Busy Philipps is getting vulnerable about her health journey.
The Cougar Town actress recently shared that before she was diagnosed with Attention-deficit/hyperactivity disorder (ADHD), her symptoms manifested in a variety of different ways that impacted her daily life.
"If you listen to the pod, you know i've had the same realization in recent years as @trevornoah," Busy captioned an Aug. 12 Instagram Story of a clip from Trevor Noah's 2022 60 Minutes interview, which showed the comedian describing his own struggles with the disorder. "My adhd presented as depression/anxiety/low self esteem for YEARS before i was properly diagnosed."
As for the one remedy that help control the issue? "Medication for adhd is the only thing that has EVER helped alleviate those feelings for me," she wrote, "which is why the drug shortage caused by government regulation on production of it has been so truly devastating to me and so many other people."
Empathizing with those in the same boat, Busy added, "I know people have thoughts about stimulants but if your brain needs them, you understand—it makes a huge difference in my ability to simply exist daily without feeling like an actual garbage human."
And Busy is no stranger to openly talking about her mental health. Back in 2018, the Freaks and Geeks alum got candid about struggling with postpartum after the birth of her first child Birdie, 13. (She is also mom to Cricket, 8, with ex-husband Mark Silverstein.)

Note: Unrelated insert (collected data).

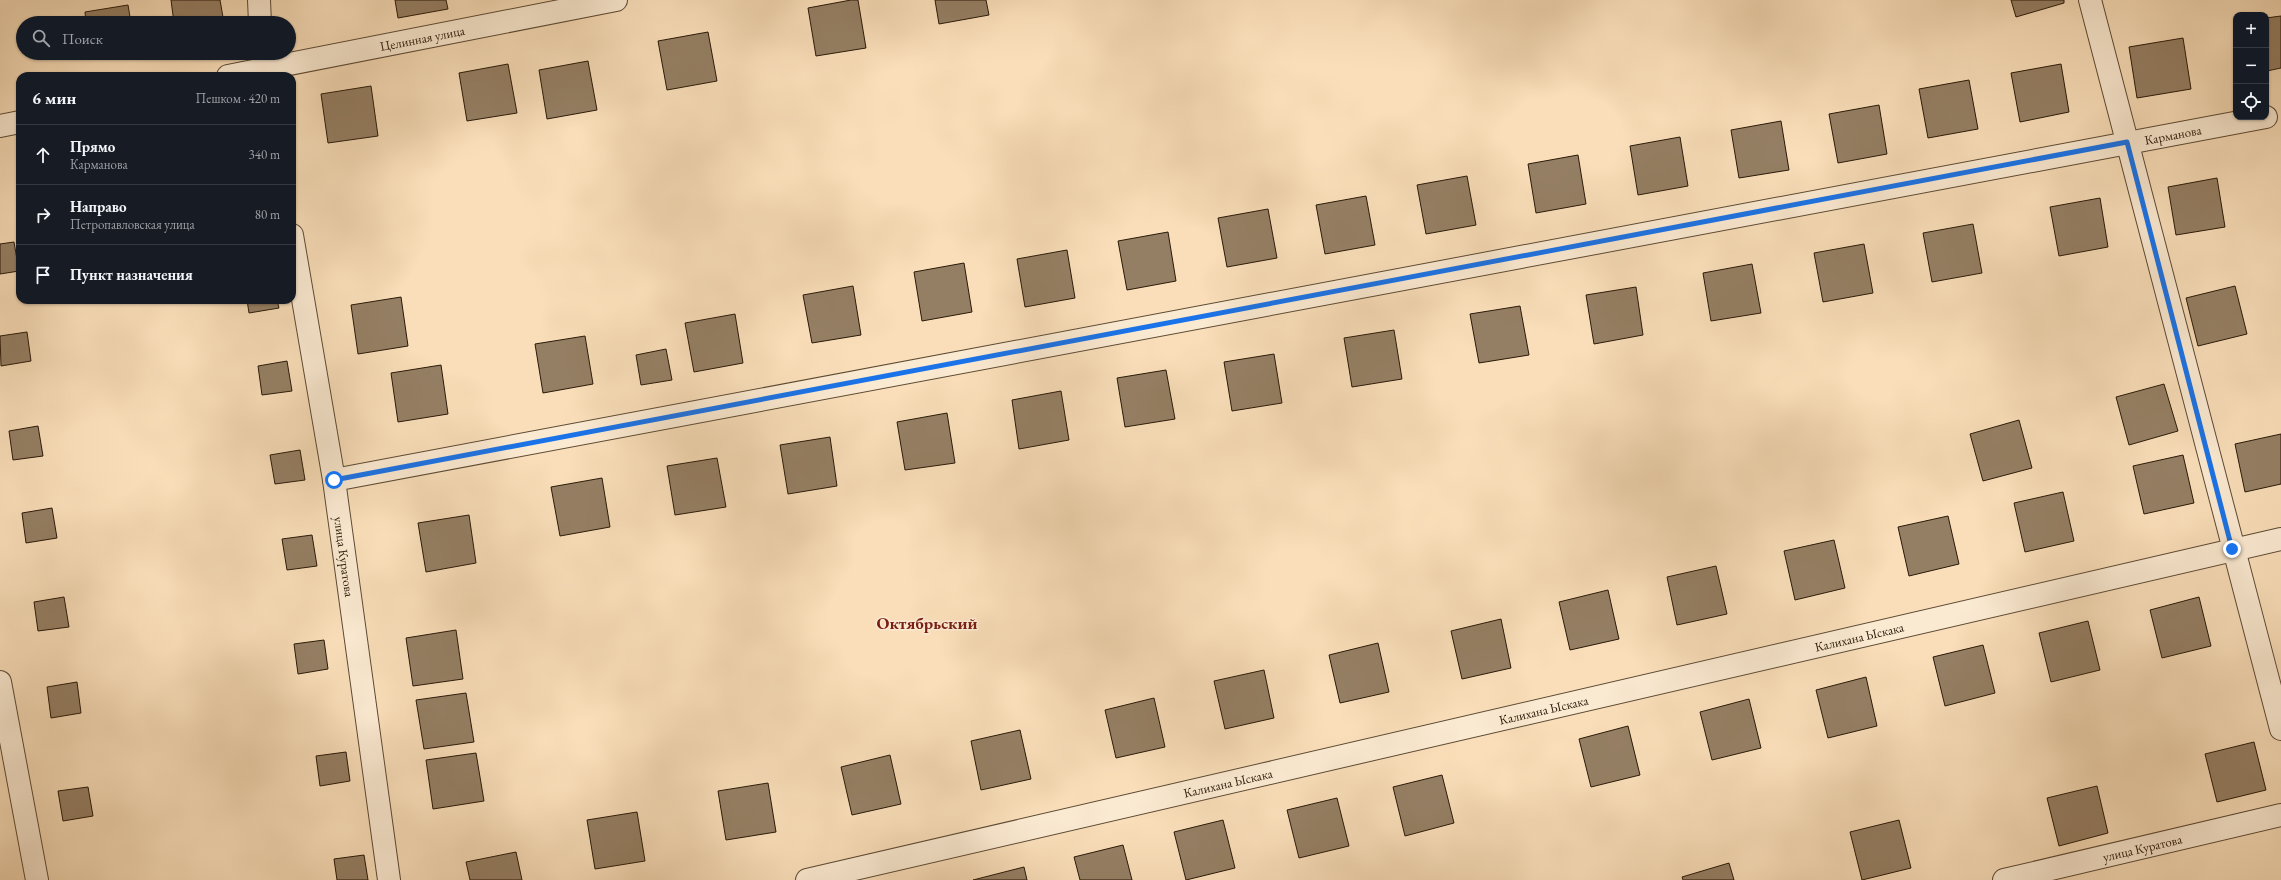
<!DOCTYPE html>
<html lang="ru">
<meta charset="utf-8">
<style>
:root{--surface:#171b24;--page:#20242c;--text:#f1f3f6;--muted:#9ea1a6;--line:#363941}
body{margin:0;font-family:"EB Garamond",serif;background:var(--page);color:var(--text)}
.controls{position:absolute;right:12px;top:12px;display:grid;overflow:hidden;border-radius:8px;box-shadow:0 1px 3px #0004}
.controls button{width:36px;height:36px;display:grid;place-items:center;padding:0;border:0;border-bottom:1px solid var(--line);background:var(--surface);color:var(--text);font:20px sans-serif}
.stop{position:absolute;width:12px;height:12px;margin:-9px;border:3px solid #1a73e8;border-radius:50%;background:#fff}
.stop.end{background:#1a73e8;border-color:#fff;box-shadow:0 1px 4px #0008}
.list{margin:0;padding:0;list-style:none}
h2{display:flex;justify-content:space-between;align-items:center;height:52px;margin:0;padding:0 16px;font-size:17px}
h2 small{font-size:13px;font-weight:400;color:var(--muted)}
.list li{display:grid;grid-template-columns:26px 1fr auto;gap:12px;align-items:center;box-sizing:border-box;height:60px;padding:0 16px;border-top:1px solid var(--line)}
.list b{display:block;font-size:15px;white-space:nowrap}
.list p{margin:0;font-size:13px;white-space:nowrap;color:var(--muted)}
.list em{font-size:13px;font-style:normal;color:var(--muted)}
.icon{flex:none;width:22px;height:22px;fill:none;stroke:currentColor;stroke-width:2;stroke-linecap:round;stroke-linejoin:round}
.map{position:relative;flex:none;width:2281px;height:880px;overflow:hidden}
.search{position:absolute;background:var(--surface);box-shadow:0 1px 3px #0004;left:16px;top:16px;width:280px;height:44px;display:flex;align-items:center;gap:10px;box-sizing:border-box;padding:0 14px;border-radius:22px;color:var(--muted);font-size:15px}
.panel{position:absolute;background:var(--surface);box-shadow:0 1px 3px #0004;left:16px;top:72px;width:280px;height:232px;border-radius:12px}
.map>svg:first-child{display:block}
.building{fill:#957f64;stroke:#291908}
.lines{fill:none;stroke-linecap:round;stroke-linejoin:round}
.street-casing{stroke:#5d4a34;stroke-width:24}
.street{stroke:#fbead2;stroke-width:22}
.route{stroke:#1a73e8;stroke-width:5}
.labels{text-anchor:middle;stroke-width:3;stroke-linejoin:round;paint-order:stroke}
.street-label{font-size:13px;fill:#291908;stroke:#fbead2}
.district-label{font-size:17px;font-weight:bold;fill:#7a1f14;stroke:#fbead2}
</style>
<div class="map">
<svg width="2281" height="880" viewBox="0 0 2281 880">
<rect width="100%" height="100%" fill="#f9deb9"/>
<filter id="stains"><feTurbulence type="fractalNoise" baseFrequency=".005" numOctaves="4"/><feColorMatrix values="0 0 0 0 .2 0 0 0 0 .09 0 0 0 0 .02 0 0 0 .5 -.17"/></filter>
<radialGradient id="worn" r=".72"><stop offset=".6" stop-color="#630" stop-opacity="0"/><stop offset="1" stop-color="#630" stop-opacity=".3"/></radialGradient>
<path class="building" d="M171 0H220L224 23H174Z
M395 0H446L448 9 398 18Z
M851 0H858L866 48 816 56 808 8Z
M935 0H986L989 15 939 24Z
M2011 0H2064V3L2016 17Z
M128 5 131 23H86L85 12Z
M2281 16V68L2267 71 2266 18Z
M708 32 717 81 667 90 658 41Z
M2183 38 2191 89 2137 98 2129 47Z
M90 53H107L90 55Z
M588 61 597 110 547 119 539 70Z
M508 64 517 113 467 121 459 73Z
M2061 64 2069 112 2020 122 2011 73Z
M1969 80 1978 129 1928 138 1919 89Z
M371 86 378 136 328 143 321 94Z
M1879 105 1887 154 1838 163 1829 114Z
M1781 121 1789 170 1739 178 1731 130Z
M1680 137 1688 186 1638 195 1630 146Z
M1578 155 1586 204 1536 213 1528 164Z
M1467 176 1476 225 1426 234 1417 185Z
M2217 178 2225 227 2176 235 2168 187Z
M1366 196 1375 245 1325 254 1316 205Z
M2100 198 2108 247 2059 256 2050 207Z
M1268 209 1277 258 1227 267 1218 218Z
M1973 224 1982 273 1932 282 1923 233Z
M1168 232 1176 281 1127 290 1118 241Z
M14 242 19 271 0 274V244Z
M1864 244 1873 293 1823 302 1814 253Z
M1067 250 1075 298 1025 307 1017 259Z
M964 263 972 312 922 321 914 272Z
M1752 264 1761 313 1711 321 1703 273Z
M853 286 861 335 812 343 803 295Z
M2235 286 2247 334 2198 346 2186 298Z
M1636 287 1643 335 1594 344 1586 295Z
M401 297 408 346 358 354 351 305Z
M247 300H277L279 308 249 313Z
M1520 306 1529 355 1479 363 1470 314Z
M735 314 743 363 694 372 685 323Z
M1394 330 1402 379 1352 387 1344 338Z
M27 332 31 361 1 366 0 336Z
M585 336 593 384 543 393 535 344Z
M666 349 672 380 641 385 636 355Z
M1274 354 1282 403 1232 411 1224 362Z
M287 361 292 391 262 395 258 366Z
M441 365 448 414 398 422 391 373Z
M1166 370 1175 419 1125 427 1117 378Z
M2164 384 2178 431 2129 445 2116 397Z
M1061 391 1069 440 1019 449 1012 400Z
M947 413 955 463 905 470 897 422Z
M2019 420 2032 468 1983 481 1970 434Z
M38 426 43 456 13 460 9 431Z
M2281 434V484L2245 492 2235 444Z
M830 437 837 486 788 494 780 445Z
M300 450 305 480 275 484 270 455Z
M2183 455 2194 503 2144 514 2133 466Z
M717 458 726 507 675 515 667 466Z
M602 478 610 527 560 536 551 487Z
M2063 492 2074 541 2025 552 2014 503Z
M52 508 57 538 26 543 22 513Z
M469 515 476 563 426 572 418 523Z
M1948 516 1959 564 1909 576 1898 527Z
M312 535 317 566 287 570 282 539Z
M1834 540 1845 588 1795 600 1784 551Z
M1716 566 1727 614 1677 625 1667 577Z
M1608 590 1619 639 1570 650 1559 602Z
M64 597 69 627 38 631 34 602Z
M2199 597 2211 646 2162 658 2150 610Z
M1501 619 1511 668 1462 679 1451 631Z
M2088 621 2100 670 2051 682 2039 633Z
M456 630 463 679 413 686 406 638Z
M324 640 328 669 298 674 294 644Z
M1378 643 1389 692 1340 703 1329 655Z
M1983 645 1995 693 1945 706 1933 657Z
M1264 670 1274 718 1225 729 1214 681Z
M1866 677 1877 726 1828 738 1816 690Z
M77 682 81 713 51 718 47 687Z
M466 693 474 742 424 749 416 700Z
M1154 698 1165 747 1116 758 1105 710Z
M1749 699 1761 748 1712 760 1700 712Z
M1628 726 1640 775 1591 787 1579 739Z
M1020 730 1031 779 981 790 971 741Z
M2254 742 2266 790 2217 802 2205 754Z
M346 752 350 781 320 786 316 756Z
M476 753 484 801 433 809 426 760Z
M890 755 901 804 852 815 841 767Z
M1442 775 1454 823 1405 836 1393 787Z
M768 783 776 832 726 840 718 791Z
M2097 786 2108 833 2059 846 2047 798Z
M88 787 93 816 63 821 58 791Z
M1337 798 1349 846 1299 858 1287 810Z
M637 812 645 861 595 869 587 820Z
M1223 820 1235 868 1186 880 1174 832Z
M1899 820 1911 868 1862 880 1850 832Z
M1123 845 1132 880H1080L1074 857Z
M516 852 522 880H470L466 862Z
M364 855 368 880H337L334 859Z
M1729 863 1734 880H1683L1682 877Z
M1024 867 1027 880H973Z"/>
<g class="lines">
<g class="street-casing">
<g id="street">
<path d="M259 0 260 23"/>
<path d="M2090 0 2281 729"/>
<path id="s1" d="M228 76 616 0"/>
<path d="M0 126 20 122"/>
<path id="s2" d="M292 235 334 480 389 880"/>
<path id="s3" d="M334 480 2266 117"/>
<path d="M0 682 37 880"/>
<path id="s4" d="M807 880 2281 539"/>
<path id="s5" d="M2004 880 2281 815"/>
</g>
</g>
<use href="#street" class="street"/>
</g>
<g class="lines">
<path class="route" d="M334 480 2127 142 2232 549"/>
</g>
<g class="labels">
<g class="street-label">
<text dy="5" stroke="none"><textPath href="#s1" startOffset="198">Целинная улица</textPath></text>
<text dy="5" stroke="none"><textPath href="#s3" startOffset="1871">Карманова</textPath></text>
<text dy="5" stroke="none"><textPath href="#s2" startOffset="326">улица Куратова</textPath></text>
<text dy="5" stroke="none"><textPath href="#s4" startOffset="1080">Калихана Ыскака</textPath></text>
<text dy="5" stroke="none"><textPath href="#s4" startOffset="756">Калихана Ыскака</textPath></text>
<text dy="5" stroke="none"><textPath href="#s4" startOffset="432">Калихана Ыскака</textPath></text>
<text dy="5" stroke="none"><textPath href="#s5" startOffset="142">улица Куратова</textPath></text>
</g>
<g class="district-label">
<text x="927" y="629">Октябрьский</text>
</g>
</g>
<rect width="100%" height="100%" filter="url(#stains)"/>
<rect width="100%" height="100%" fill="url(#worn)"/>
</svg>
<div class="controls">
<button>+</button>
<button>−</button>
<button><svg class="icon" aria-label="locate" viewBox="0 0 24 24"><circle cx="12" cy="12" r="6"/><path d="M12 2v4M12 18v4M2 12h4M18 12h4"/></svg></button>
</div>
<div class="stop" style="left:334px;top:480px"></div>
<div class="stop end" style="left:2232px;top:549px"></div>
<div class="search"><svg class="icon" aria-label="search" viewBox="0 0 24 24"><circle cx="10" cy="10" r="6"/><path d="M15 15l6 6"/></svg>Поиск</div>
<section class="panel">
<h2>6 мин<small>Пешком · 420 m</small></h2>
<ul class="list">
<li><svg class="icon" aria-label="ahead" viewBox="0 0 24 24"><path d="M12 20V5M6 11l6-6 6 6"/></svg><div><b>Прямо</b><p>Карманова</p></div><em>340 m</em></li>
<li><svg class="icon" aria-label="right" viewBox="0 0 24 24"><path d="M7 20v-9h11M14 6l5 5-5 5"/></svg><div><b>Направо</b><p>Петропавловская улица</p></div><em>80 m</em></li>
<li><svg class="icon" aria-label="arrive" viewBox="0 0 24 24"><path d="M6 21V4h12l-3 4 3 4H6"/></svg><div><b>Пункт назначения</b></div></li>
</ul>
</section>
</div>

"I didn't want anyone else touching her," she told People. "I felt like I was the only one that could help or soothe her. That was a hard time."
However, her friend Courteney Cox suggested she seek help. As Busy recalled, "Courteney was like, 'I think you should talk to a doctor about medication.'"
A month after her interview, she partnered with the Child Mind Institute and released a video with a message to those going through similar issues.
"Once you have the realization that what you're going through is something that a lot of people struggle with, it feels kind of incredible to know that you're not alone," Busy said. "So, you're not alone."
It was also advice she took to heart herself.
"It turns out that there's nothing wrong with me," she added. "Once I was able to start talking about it, it relieved a lot of the anxiety and I was able to get help, therapy and sometimes medication, which there's nothing wrong with that either."